* **INSTRUCTIONS TO FOLLOW**:
Below are records to repeat exactly; copy them without the pictures.

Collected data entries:
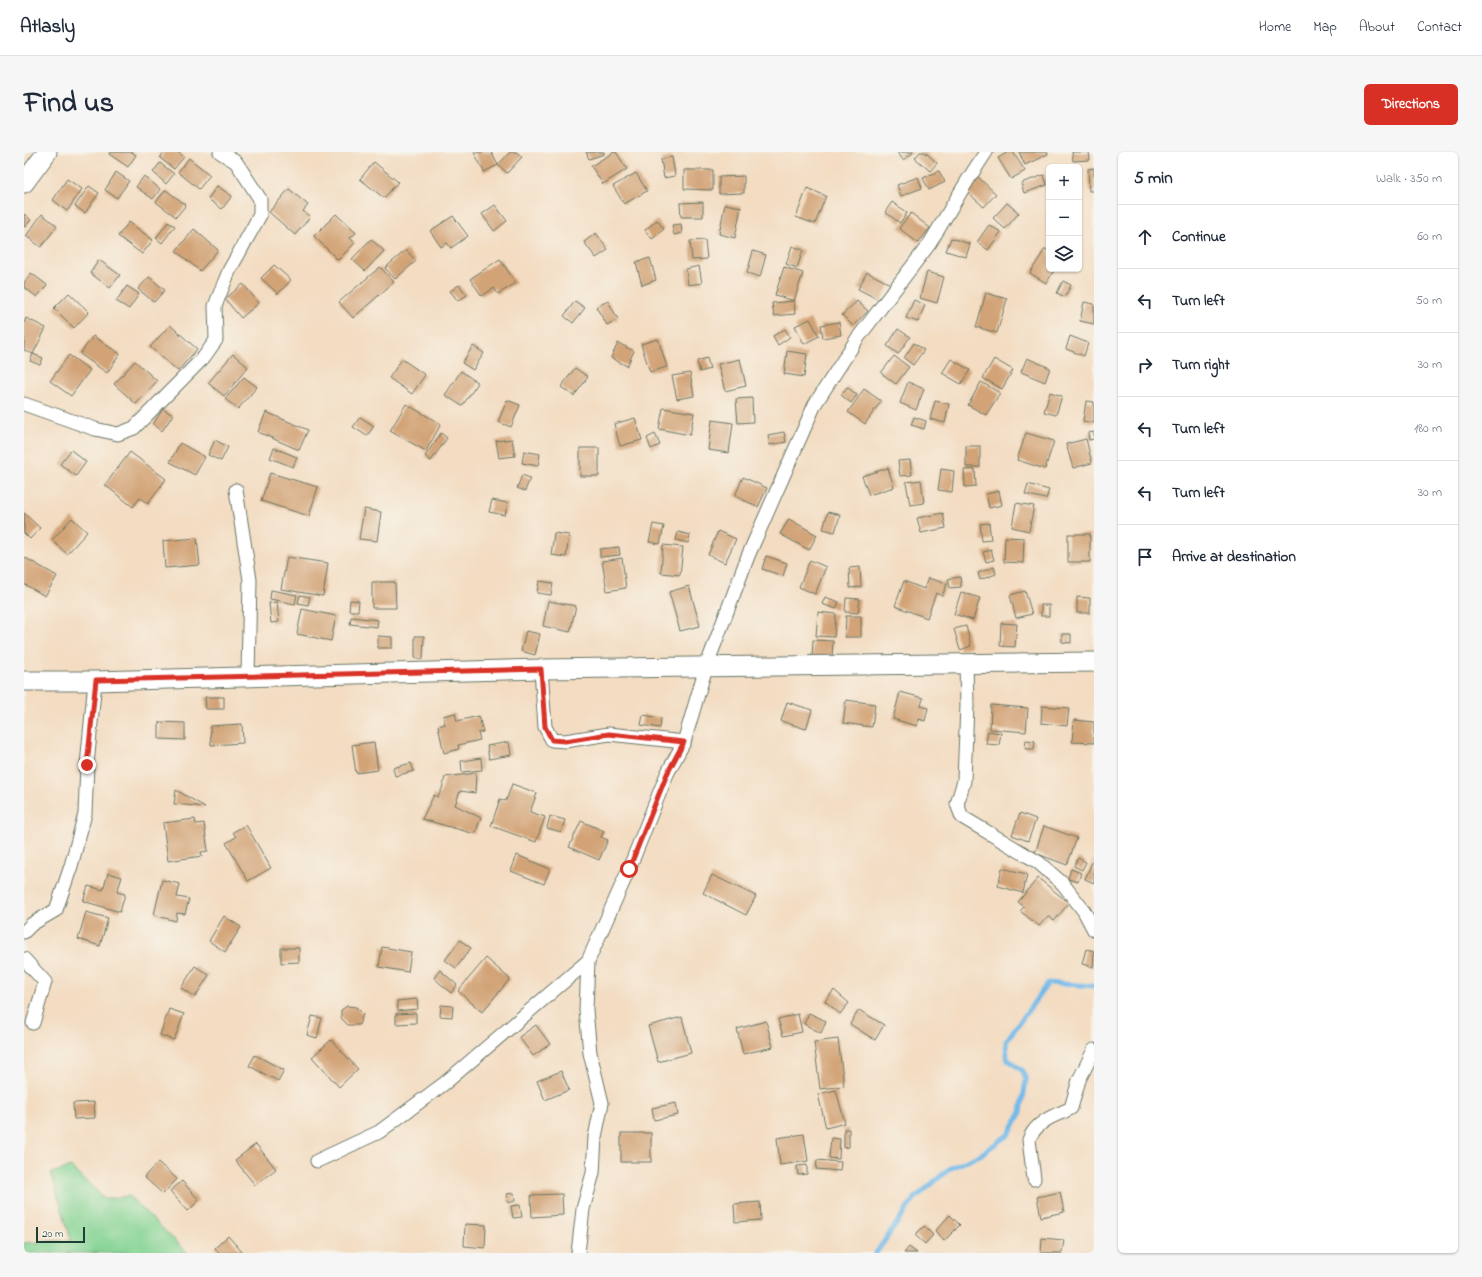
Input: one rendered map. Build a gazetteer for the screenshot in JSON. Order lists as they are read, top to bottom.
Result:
{
  "scale_bar": "20 m",
  "page": {
    "header": "Atlasly",
    "nav": [
      "Home",
      "Map",
      "About",
      "Contact"
    ],
    "title": "Find us",
    "buttons": "Directions",
    "heading": ["5 min", "Walk · 350 m"],
    "map_buttons": ["+", "−"],
    "list": [
      ["Continue", "60 m"],
      ["Turn left", "50 m"],
      ["Turn right", "30 m"],
      ["Turn left", "180 m"],
      ["Turn left", "30 m"],
      "Arrive at destination"
    ],
    "scale": "20 m"
  }
}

* **SOLUTION TO THE EXERCISE**:
Input: one rendered map. Build a gazetteer for the screenshot in JSON. Order lists as they are read, top to bottom.
Result:
{
  "scale_bar": "20 m",
  "page": {
    "header": "Atlasly",
    "nav": [
      "Home",
      "Map",
      "About",
      "Contact"
    ],
    "title": "Find us",
    "buttons": "Directions",
    "heading": ["5 min", "Walk · 350 m"],
    "map_buttons": ["+", "−"],
    "list": [
      ["Continue", "60 m"],
      ["Turn left", "50 m"],
      ["Turn right", "30 m"],
      ["Turn left", "180 m"],
      ["Turn left", "30 m"],
      "Arrive at destination"
    ],
    "scale": "20 m"
  }
}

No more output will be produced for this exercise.